As she continued to speak, her expression remained calm and relaxed, clearly enjoying the rendition of the events.

“What happened next was the most amazing thing I ever experienced: in front of my eyes and all around me, the blackness vanished, and I found myself on the surface of Mars – or at least a landscape that looked exactly like the surface of Mars - just as I remember it from videos and books of the first manned landing. Everything was there in minute detail. And I stood there – I could breathe, and I felt warm and comfortable, although I had no space suit on and should have died within nanoseconds of either expanding tissue damage, exposure, or both.

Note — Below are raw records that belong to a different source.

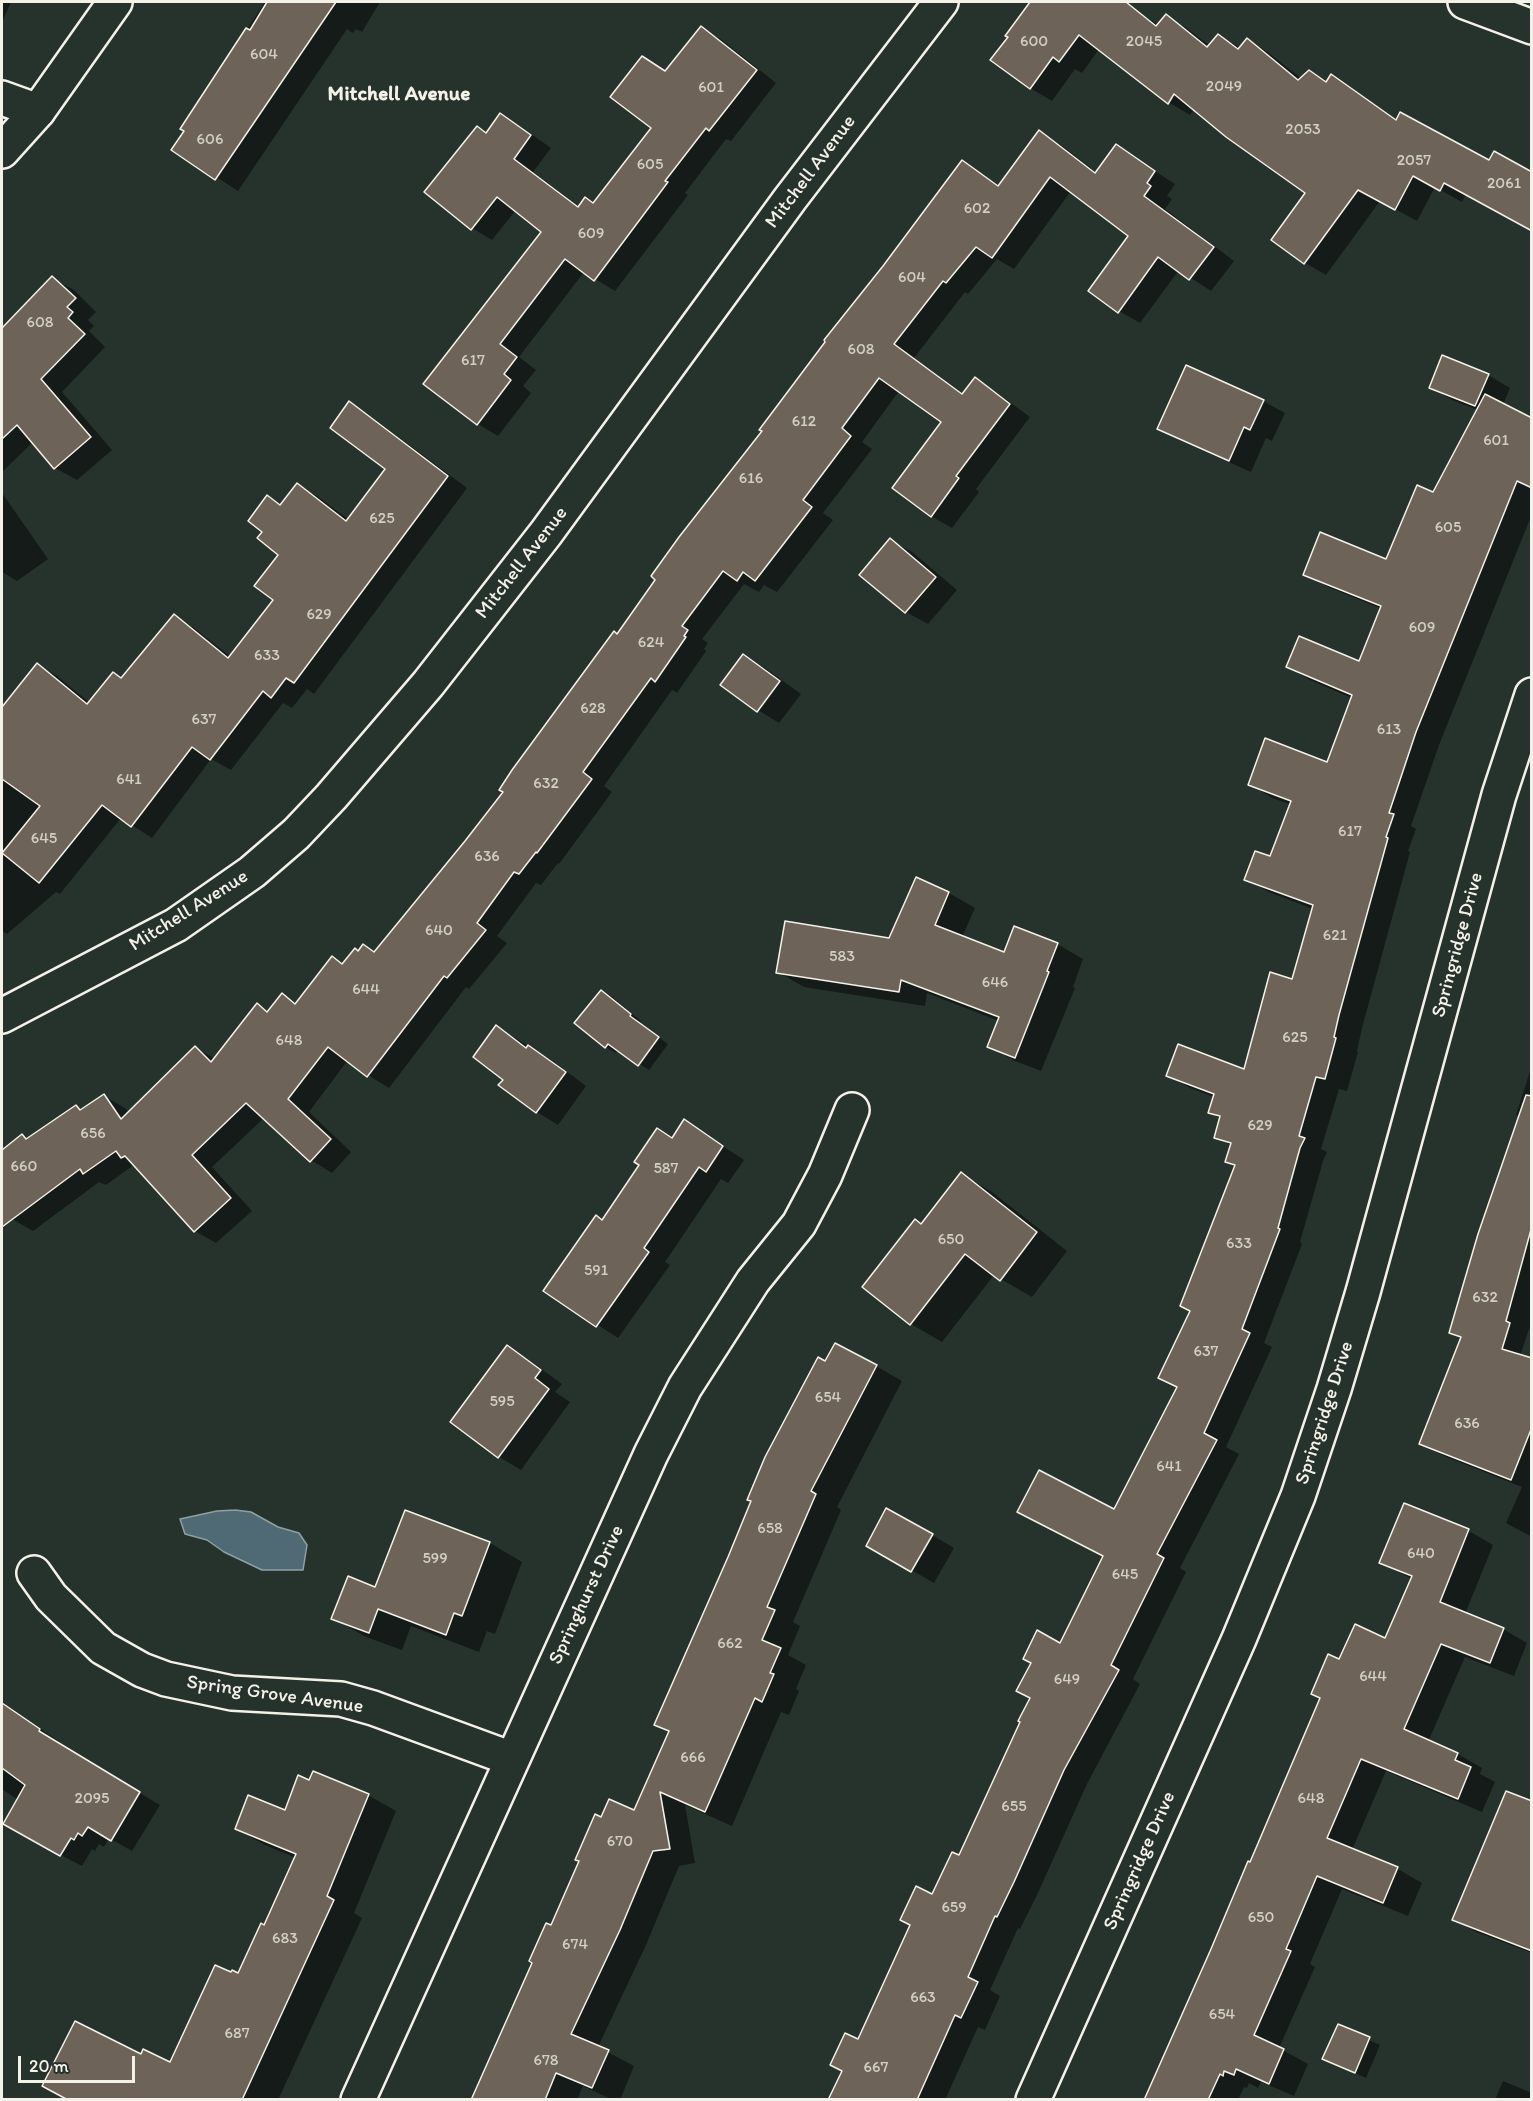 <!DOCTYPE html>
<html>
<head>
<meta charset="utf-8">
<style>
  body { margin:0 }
  #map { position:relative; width:1533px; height:2101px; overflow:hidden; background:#26332d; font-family:Itim,sans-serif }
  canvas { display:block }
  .frame { position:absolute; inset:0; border:3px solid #f4f1e8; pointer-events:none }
  .scale { position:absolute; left:18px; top:2056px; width:117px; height:27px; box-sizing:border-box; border:3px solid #f4f1e8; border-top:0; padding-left:8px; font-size:18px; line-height:21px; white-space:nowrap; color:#f4f1e8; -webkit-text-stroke:4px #26332d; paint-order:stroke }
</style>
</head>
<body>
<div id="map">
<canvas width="1533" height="2101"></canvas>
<div class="frame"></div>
<div class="scale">20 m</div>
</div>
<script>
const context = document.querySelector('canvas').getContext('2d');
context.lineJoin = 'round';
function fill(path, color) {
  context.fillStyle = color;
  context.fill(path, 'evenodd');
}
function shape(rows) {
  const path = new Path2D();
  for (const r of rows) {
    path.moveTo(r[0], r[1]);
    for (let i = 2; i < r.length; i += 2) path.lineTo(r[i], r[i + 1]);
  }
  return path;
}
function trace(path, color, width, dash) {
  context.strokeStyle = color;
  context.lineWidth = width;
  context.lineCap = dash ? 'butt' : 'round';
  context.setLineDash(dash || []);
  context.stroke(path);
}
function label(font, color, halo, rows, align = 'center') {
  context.font = font + ' Itim,sans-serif';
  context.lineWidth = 4.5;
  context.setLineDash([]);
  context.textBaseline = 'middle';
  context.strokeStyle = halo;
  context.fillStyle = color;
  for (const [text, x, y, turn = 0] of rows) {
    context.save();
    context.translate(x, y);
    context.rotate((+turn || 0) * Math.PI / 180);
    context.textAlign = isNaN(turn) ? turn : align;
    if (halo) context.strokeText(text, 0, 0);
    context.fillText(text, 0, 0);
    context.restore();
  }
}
const water = shape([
  [235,1510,251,1512,278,1527,299,1533,307,1545,303,1570,262,1570,224,1552,207,1540,185,1534,180,1519,217,1511,235,1510]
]);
fill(water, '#4f6a74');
trace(water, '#91a0a2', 1.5);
fill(shape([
  [2,2,11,2,2,22],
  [265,2,380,2,362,32,356,29,353,33,347,29,238,191,173,149,186,130,182,128],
  [1032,2,1103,2,1125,18,1133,9,1159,25,1166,16,1188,29,1210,46,1219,36,1241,48,1248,40,1269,53,1302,79,1309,72,1327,82,1332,76,1353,89,1397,120,1466,194,1462,202,1435,187,1417,221,1380,201,1326,275,1305,263,1307,193,1194,109,1190,115,1168,102,1099,49,1082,73,1075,69,1052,101,1030,88,1010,37,1007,35],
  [701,28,722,40,776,83,731,141,726,139,685,193,688,195,615,291,584,272,519,357,536,370,523,386,531,393,498,436,478,424,425,384,543,231,516,210,492,240,472,228,478,128,487,133,501,115,521,127,551,148,533,172,580,207,594,204,653,127,643,58,667,72],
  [1040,132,1061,145,1097,173,1116,146,1175,184,1167,196,1172,199,1165,209,1234,261,1211,291,1179,270,1140,323,1119,311,1130,236,1071,191,1014,269,997,259,968,294,965,292,914,358,964,394,975,379,996,392,1030,417,976,489,979,492,952,528,931,516,943,422,899,391,862,442,872,449,823,513,833,520,777,592,764,585,759,592,744,584,702,639,708,643,704,649,706,651,677,693,672,690,604,786,612,792,559,864,558,863,541,885,536,883,497,936,507,943,469,989,466,987,389,1088,368,1075,348,1060,309,1112,351,1152,332,1173,311,1160,264,1118,212,1167,252,1211,216,1243,195,1231,135,1164,106,1185,99,1182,33,1231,12,1219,2,1206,2,1150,22,1136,28,1139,76,1107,82,1110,104,1096,125,1108,129,1113,196,1048,215,1059,257,1005,269,1012,282,995,297,1004,332,958,344,964,364,946,375,952,505,792,764,431,963,162,1000,186],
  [52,278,74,290,96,312,88,320,94,326,89,331,105,347,62,392,112,450,77,480,55,468,33,442,2,472,2,331],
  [1488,375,1510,388,1503,405,1532,420,1532,514,1439,745,1411,826,1416,829,1408,851,1410,852,1362,1028,1357,1051,1358,1052,1347,1091,1339,1089,1321,1149,1327,1152,1323,1161,1300,1242,1302,1244,1264,1343,1272,1347,1226,1447,1239,1454,1180,1568,1186,1572,1133,1679,1140,1684,1087,1784,1037,1895,1020,1929,1018,1928,990,1990,1000,1996,985,2030,978,2027,945,2100,829,2100,933,1896,960,1857,1104,1557,1019,1512,1114,1511,1178,1388,1160,1378,1192,1311,1236,1166,1227,1161,1232,1146,1216,1137,1221,1119,1210,1112,1214,1097,1190,1088,1167,1075,1245,1071,1293,980,1313,909,1269,892,1246,879,1270,858,1292,805,1272,798,1250,784,1328,764,1352,698,1310,680,1287,667,1360,663,1382,609,1328,587,1305,574,1387,561,1433,494,1478,410,1452,400,1431,388],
  [1263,401,1285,413,1272,441,1266,438,1251,472,1181,441,1159,428],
  [349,403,369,415,467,488,314,694,307,689,292,708,283,703,231,770,211,759,152,838,121,818,60,894,56,892,7,934,2,931,2,710,37,664,57,676,90,703,122,679,174,616,194,628,231,657,275,599,280,555,264,531,268,497,282,505,297,485,317,496,349,520,387,468],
  [2,493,48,559,17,581,2,572],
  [890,540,912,552,957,590,928,624,906,612,861,575],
  [743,656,765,668,801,694,779,723,758,710],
  [917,879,949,893,975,908,962,937,1005,954,1057,944,1083,959,1073,987,1075,988,1041,1071,1015,1061,989,1046,999,1021,927,993,925,1006,804,987,778,972,890,939],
  [602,991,612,997,641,1021,639,1023,668,1044,649,1070,618,1050,616,1053,605,1047],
  [497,1027,550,1059,586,1086,558,1125,537,1112,500,1085,505,1079],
  [1532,1065,1532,1321,1514,1373,1532,1374,1532,1537,1506,1523,1522,1487,1444,1456,1421,1444,1462,1339,1451,1333,1520,1117,1516,1115],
  [684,1121,744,1160,728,1183,721,1179,665,1262,670,1265,618,1338,545,1291,673,1138],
  [961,1174,992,1192,1067,1251,1032,1297,994,1275,942,1342,911,1324,922,1225],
  [508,1347,529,1360,562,1384,555,1392,570,1402,521,1470,499,1457,452,1422],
  [826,1363,876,1366,902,1381,837,1507,841,1510,793,1622,800,1626,788,1655,806,1665,796,1689,799,1691,789,1715,781,1712,732,1826,685,1805,695,1863,679,1866,646,1945,598,2047,634,2066,620,2100,613,2100,583,2086,577,2100,474,2100,602,1820,635,1812,670,1732,656,1724],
  [1405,1505,1469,1531,1493,1545,1465,1614,1503,1629,1527,1643,1514,1676,1465,1657,1428,1742,1458,1754,1482,1768,1480,1774,1495,1782,1482,1812,1386,1771,1352,1850,1398,1869,1422,1883,1408,1916,1342,1889,1310,1964,1315,1967,1279,2048,1308,2064,1294,2096,1261,2082,1258,2088,1249,2083,1247,2088,1244,2087,1238,2100,1146,2100,1340,1661,1386,1640,1412,1579,1381,1562],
  [406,1511,490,1543,522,1562,495,1634,487,1631,479,1652,411,1626,402,1650,366,1637,333,1618,376,1589],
  [932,1535,954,1548,934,1583,868,1545],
  [2,1703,60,1742,59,1745,160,1805,132,1851,109,1838,104,1847,99,1844,95,1851,92,1849,82,1866,25,1836,18,1800,2,1789],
  [368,1795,396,1811,354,1913,362,1918,278,2100,68,2100,142,2056,171,2064,238,1975,265,1927,296,1858,265,1845,236,1829,286,1812],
  [1532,1803,1532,1953,1476,1932,1454,1919],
  [1339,2026,1380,2045,1366,2078,1324,2059],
  [1503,2081,1532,2093,1532,2100,1495,2100]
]), '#0007');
const building = shape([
  [267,2,336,2,215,180,171,150,184,131,180,129,246,28,250,30,267,2],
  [1030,2,1126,2,1156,26,1166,14,1207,47,1218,34,1238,49,1247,38,1298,80,1309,70,1326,82,1331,74,1396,120,1400,112,1489,160,1494,151,1532,172,1532,231,1444,183,1440,191,1413,176,1395,210,1358,190,1304,264,1271,240,1305,193,1226,137,1174,94,1168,104,1079,35,1059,62,1053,57,1030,89,990,60,1008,37,1005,36,1030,2],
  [701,26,757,70,709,131,706,128,665,181,668,182,594,281,565,259,500,344,517,357,504,374,511,380,477,425,423,384,541,232,497,197,471,230,424,192,477,126,486,133,500,113,531,135,514,159,578,207,585,197,593,203,651,128,610,97,642,56,665,71,701,26],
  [1039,130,1095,173,1116,144,1155,171,1147,183,1151,186,1144,196,1214,247,1189,280,1158,257,1118,313,1088,291,1128,236,1050,177,992,258,976,247,946,283,943,281,894,344,962,394,975,377,1010,404,956,476,959,478,931,517,892,488,941,422,879,378,842,428,851,436,803,500,812,507,755,581,743,572,737,581,723,571,682,626,688,630,684,636,686,637,655,682,651,678,583,772,592,779,537,853,536,852,519,874,514,872,477,923,486,930,447,978,444,976,367,1077,328,1047,288,1099,331,1139,310,1162,246,1103,192,1155,231,1198,194,1232,125,1156,121,1158,116,1151,83,1174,80,1169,2,1227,2,1150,22,1134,26,1139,76,1105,80,1110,104,1094,121,1119,195,1046,211,1062,257,1003,267,1012,282,993,295,1004,332,956,342,964,355,948,358,951,363,944,374,952,465,841,503,792,499,790,512,770,614,631,617,634,655,580,651,576,679,537,762,431,759,430,825,342,824,340,883,266,962,160,998,186,1039,130],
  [52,276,76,298,67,307,73,312,68,318,85,334,41,379,91,437,54,469,17,425,2,439,2,328,52,276],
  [1442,355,1489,374,1475,406,1429,388,1442,355],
  [1186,365,1264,400,1250,430,1244,427,1229,461,1157,429,1186,365],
  [1485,394,1532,418,1532,488,1517,481,1416,732,1389,813,1394,814,1386,837,1388,838,1339,1015,1334,1037,1336,1038,1325,1079,1316,1077,1299,1136,1305,1138,1300,1148,1278,1228,1280,1229,1242,1329,1250,1333,1204,1433,1217,1440,1157,1554,1164,1558,1111,1665,1119,1670,1064,1770,1014,1882,997,1917,995,1916,968,1977,978,1982,961,2018,955,2015,917,2100,828,2100,842,2071,830,2065,845,2033,858,2039,910,1925,900,1920,916,1886,932,1894,952,1852,959,1855,1020,1722,1018,1721,1030,1698,1016,1691,1031,1663,1023,1659,1037,1630,1060,1643,1103,1556,1017,1512,1039,1470,1114,1509,1177,1387,1158,1378,1190,1311,1180,1306,1235,1165,1225,1162,1231,1143,1214,1138,1220,1116,1208,1113,1214,1094,1166,1076,1178,1044,1244,1069,1270,972,1292,979,1313,905,1244,880,1255,851,1270,856,1291,801,1248,785,1265,738,1327,762,1352,695,1286,667,1299,636,1359,661,1381,606,1303,575,1320,532,1386,559,1417,485,1433,492,1485,394],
  [349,401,448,476,294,683,286,678,271,698,263,691,210,760,192,747,131,827,102,805,39,883,2,853,40,806,2,779,2,707,37,663,87,704,113,672,121,678,174,614,228,658,273,600,254,586,278,555,257,538,262,532,248,521,267,495,280,505,297,483,346,521,385,469,330,428,349,401],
  [890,538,936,577,905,613,859,575,890,538],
  [743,654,780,681,757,712,720,685,743,654],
  [916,877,949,892,935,925,1004,952,1014,926,1058,943,1047,971,1049,972,1015,1058,987,1047,999,1017,901,980,899,992,776,973,785,921,889,938,916,877],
  [601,990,631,1014,630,1016,659,1037,638,1066,608,1044,605,1048,574,1023,601,990],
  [496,1025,526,1048,528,1045,566,1072,536,1113,498,1085,503,1080,473,1057,496,1025],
  [1526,1095,1532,1096,1532,1226,1506,1321,1510,1323,1502,1349,1532,1358,1532,1427,1511,1480,1419,1444,1461,1337,1449,1333,1478,1234,1526,1095],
  [684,1119,723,1146,706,1172,699,1167,644,1248,649,1252,596,1327,543,1291,596,1215,602,1220,639,1165,634,1162,657,1128,672,1138,684,1119],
  [961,1172,1037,1232,1000,1281,965,1254,910,1325,862,1287,915,1219,921,1224,961,1172],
  [835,1343,877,1365,811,1491,816,1494,767,1607,775,1610,762,1640,781,1648,770,1673,774,1674,762,1702,755,1698,705,1812,660,1792,670,1849,653,1851,620,1930,571,2034,609,2050,592,2088,556,2073,545,2100,471,2100,532,1963,529,1961,546,1923,551,1925,579,1861,575,1860,595,1814,601,1817,609,1799,634,1810,669,1731,654,1725,728,1557,751,1501,747,1500,765,1457,818,1357,825,1361,835,1343],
  [507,1345,541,1370,535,1378,549,1389,498,1458,450,1422,507,1345],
  [1404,1503,1469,1529,1440,1602,1504,1628,1490,1663,1441,1644,1404,1729,1458,1753,1455,1760,1471,1767,1458,1799,1361,1759,1327,1838,1398,1867,1383,1903,1317,1876,1286,1949,1291,1951,1254,2035,1284,2049,1269,2084,1236,2069,1234,2075,1224,2071,1223,2076,1220,2074,1208,2100,1144,2100,1211,1949,1248,1861,1250,1862,1320,1698,1311,1694,1328,1654,1339,1659,1355,1624,1385,1638,1412,1576,1379,1563,1404,1503],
  [886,1508,933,1534,911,1572,866,1546,886,1508],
  [405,1510,490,1542,462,1616,454,1613,446,1635,378,1609,369,1633,331,1619,348,1576,375,1587,405,1510],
  [2,1703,40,1729,39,1731,140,1792,111,1841,88,1827,82,1836,78,1833,74,1840,71,1838,60,1856,3,1824,25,1785,2,1768,2,1703],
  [313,1771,369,1794,327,1896,334,1900,242,2100,68,2100,42,2086,75,2021,141,2054,143,2049,170,2062,215,1965,231,1972,232,1970,238,1973,261,1923,264,1925,296,1854,235,1829,248,1795,285,1810,298,1775,309,1780,313,1771],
  [1506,1791,1532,1801,1532,1951,1452,1920,1506,1791],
  [1338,2024,1370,2037,1355,2073,1322,2059,1338,2024]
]);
fill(building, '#6e6359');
trace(building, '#f4f1e8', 1.5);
const street = shape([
  [2,98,38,111],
  [2,1016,176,925,252,872,296,834,331,797,428,684,546,533,790,199,941,2],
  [34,1573,51,1597,103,1648,142,1670,166,1679,232,1693,341,1699,373,1708,512,1759],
  [358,2100,651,1454,685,1387,753,1281,799,1224,825,1175,852,1110],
  [1033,2100,1239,1639,1298,1496,1334,1389,1363,1292,1499,795,1532,695]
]);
const secondary = shape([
  [1465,2,1532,27],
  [2,151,38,111,115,2]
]);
trace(street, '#f4f1e8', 38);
trace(secondary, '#f4f1e8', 38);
trace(street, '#26332d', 33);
trace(secondary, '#26332d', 33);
label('16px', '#d2cec4', null, [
  ["600",1034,42],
  ["2045",1144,42],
  ["604",264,55],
  ["2049",1224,87],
  ["601",711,88],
  ["2053",1303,130],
  ["606",210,140],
  ["2057",1414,161],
  ["605",650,165],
  ["2061",1504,184],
  ["602",977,209],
  ["609",591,234],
  ["604",912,278],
  ["608",40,323],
  ["608",861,350],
  ["617",473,361],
  ["612",804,422],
  ["601",1496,441],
  ["616",751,479],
  ["625",382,519],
  ["605",1448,528],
  ["629",319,615],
  ["609",1422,628],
  ["624",651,643],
  ["633",267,656],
  ["628",593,709],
  ["637",204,720],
  ["613",1389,730],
  ["641",129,780],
  ["632",546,784],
  ["617",1350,832],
  ["645",44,839],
  ["636",487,857],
  ["640",439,931],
  ["621",1335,936],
  ["583",842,957],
  ["646",995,983],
  ["644",366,990],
  ["625",1295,1038],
  ["648",289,1041],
  ["629",1260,1126],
  ["656",93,1134],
  ["660",24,1167],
  ["587",666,1169],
  ["650",951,1240],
  ["633",1239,1244],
  ["591",596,1271],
  ["632",1485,1298],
  ["637",1206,1352],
  ["654",828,1398],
  ["595",502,1402],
  ["636",1467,1424],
  ["641",1169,1467],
  ["658",770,1529],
  ["640",1421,1554],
  ["599",435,1559],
  ["645",1125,1575],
  ["662",730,1644],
  ["644",1373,1677],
  ["649",1067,1680],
  ["666",693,1758],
  ["2095",92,1799],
  ["648",1311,1799],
  ["655",1014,1807],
  ["670",620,1842],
  ["659",954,1908],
  ["650",1261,1918],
  ["683",285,1939],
  ["674",575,1945],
  ["663",923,1998],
  ["654",1222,2015],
  ["687",237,2034],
  ["678",546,2061],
  ["667",876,2068]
]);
label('20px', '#f4f1e8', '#26332d', [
  ["Mitchell Avenue",811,172,-53],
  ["Mitchell Avenue",522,563,-52],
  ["Mitchell Avenue",189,911,-32],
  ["Springridge Drive",1458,945,-75],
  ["Springridge Drive",1325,1413,-72],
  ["Springhurst Drive",587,1595,-65],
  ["Spring Grove Avenue",275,1695,8],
  ["Springridge Drive",1140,1861,-66]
]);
label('bold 21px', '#f4f1e8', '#26332d', [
  ["Mitchell Avenue",399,95]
]);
</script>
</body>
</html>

I remembered my childhood and the countless times I dreamed of this first manned mission to Mars. How I wanted to be a space explorer, a pioneer, and how often I imagined standing on the surface of Mars before it got fully colonised. Now I WAS there. I was there, and I experienced every little detail! I could see for miles and miles, and I started to walk. I saw the habitats of the first settlers built, I saw the Orion – the ship that took The First Hundred - which now served as part of the habitats. I entered, I explored, I saw all the achievements, I encountered a Martian storm and had to hunker down in the ‘Greenhouse’ for three days before I could carry on. I took a Mars-rover and drove well beyond the outer perimeters of the camp. It was breathtaking – everything looked pristine and was well maintained. The only thing missing from the scenery were people. Where The Hundred should have been working, sleeping, exploring, and chatting, there was nobody. Nevertheless, I found everything I needed to allow for a comfortable stay on Mars for the 10 days I spent there.”


About me

I am a scientist by trade and a writer by passion. I am lucky to live on the Welsh coast, surrounded by endless natural beauty and the inspiration that comes with it. I love animals, and if I had to choose, I would be a domestic cat or a wild horse but sometimes I think I would love to have wings and see the world from above, or gills to explore the underwater worlds we know so little about. Life is full of amazing new flavours, with still so much to learn and to explore. An endless adventure!

Q. What draws you to this genre?
Science is an occupational hazard, fiction is a passion. They complement each other beautifully. Grains of scientific knowledge transplanted into the dominion of fiction morph into new and exciting worlds. My characters breathe life into this new reality. They are the true heart & soul of my story!
Q. What was the hardest part of writing this book?
Crossroads from where the story could lead in many directions. My characters can be terribly headstrong! They like to take their destiny into their own hands, and so not follow my plot. Sometimes I just have to trust them to make their own decision, and let them surprise me with their intuition.
Q. Where did the idea for this book come from?
I started it as part of the NaNoWriMo challenge in Nov 2016. It was a brand-new plot and I had nothing but a vague concept. NaNoWriMo inspired me to develop the story into a full blown novel. I am writing the 2nd book of the series right now because I well and truly fell in love with the characters!